A Qualitative Examination of the Best Possible Self Intervention: Exploring the Mechanisms Underlying Its Effectiveness
Method Stream: Qualitative Research
ECs: Only 14 EC (standard, no new/own data collection. Applicable in case of a clinical internship)
Description:
A widely researched beneficial psychology activity is imagining one’s ideal future self. The Best Possible Self (BPS) is a positive future thinking technique developed by King (2001). Typically, participants are asked to project themselves into the future and image that everything has worked out in the best possible way. Possible selves are one’s ideas about how they will become in the future and this can clarify one’s goals, aspirations and motives and act as an incentive for future behaviors (Markus & Nurius, 1986; Sheldon & Lyubomirsky, 2006). The BPS exercise is primarily a future-oriented intervention; however, it can also be adapted to focus on past or present experiences. Notably, research suggests that the effectiveness of the intervention is not related to the temporal focus but working mechanisms might differ (Carrillo et al., 2021).

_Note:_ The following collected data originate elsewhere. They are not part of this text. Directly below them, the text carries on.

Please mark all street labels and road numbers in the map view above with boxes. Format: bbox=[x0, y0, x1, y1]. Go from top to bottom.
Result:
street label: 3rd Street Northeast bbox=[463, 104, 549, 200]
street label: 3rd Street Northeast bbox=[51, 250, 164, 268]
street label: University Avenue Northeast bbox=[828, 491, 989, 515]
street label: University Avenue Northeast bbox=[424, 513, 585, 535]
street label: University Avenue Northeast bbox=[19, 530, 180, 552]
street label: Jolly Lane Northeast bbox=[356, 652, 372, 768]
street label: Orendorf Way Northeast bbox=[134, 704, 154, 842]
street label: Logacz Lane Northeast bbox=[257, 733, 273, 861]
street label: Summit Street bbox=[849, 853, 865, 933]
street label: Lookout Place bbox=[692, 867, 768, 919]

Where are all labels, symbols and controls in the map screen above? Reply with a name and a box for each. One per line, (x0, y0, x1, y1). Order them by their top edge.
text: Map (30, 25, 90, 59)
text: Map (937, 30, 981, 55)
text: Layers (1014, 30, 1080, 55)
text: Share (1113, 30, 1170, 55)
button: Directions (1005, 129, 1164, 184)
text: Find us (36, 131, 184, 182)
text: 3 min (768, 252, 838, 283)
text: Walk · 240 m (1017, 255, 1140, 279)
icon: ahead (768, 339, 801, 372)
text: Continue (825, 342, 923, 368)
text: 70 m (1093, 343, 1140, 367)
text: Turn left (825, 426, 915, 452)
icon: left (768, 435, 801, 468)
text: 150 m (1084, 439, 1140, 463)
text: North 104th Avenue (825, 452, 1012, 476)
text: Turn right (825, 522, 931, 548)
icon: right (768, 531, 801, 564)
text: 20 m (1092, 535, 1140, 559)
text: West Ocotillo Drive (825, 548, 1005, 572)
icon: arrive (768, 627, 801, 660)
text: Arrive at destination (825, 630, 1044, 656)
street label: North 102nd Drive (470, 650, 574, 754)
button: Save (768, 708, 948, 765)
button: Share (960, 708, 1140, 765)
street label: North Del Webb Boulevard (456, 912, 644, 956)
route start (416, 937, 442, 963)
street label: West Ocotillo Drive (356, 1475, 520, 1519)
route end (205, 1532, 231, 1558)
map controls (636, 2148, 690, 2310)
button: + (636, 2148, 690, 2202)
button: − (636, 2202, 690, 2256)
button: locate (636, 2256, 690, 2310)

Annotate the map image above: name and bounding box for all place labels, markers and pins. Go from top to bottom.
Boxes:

A methodological approach that has potential to unveil the possible mechanisms that underlie the efficacy of a writing intervention is a qualitative analysis of its content. This project will utilize a mixed-methods approach to examine whether written responses to a BPS visualization exercise, delivered via an app, predict the effectiveness of the intervention. Or you may examine whether these responses differ across conditions (future, past, present, control), can be predicted by baseline variables, or address other relevant research questions that may emerge.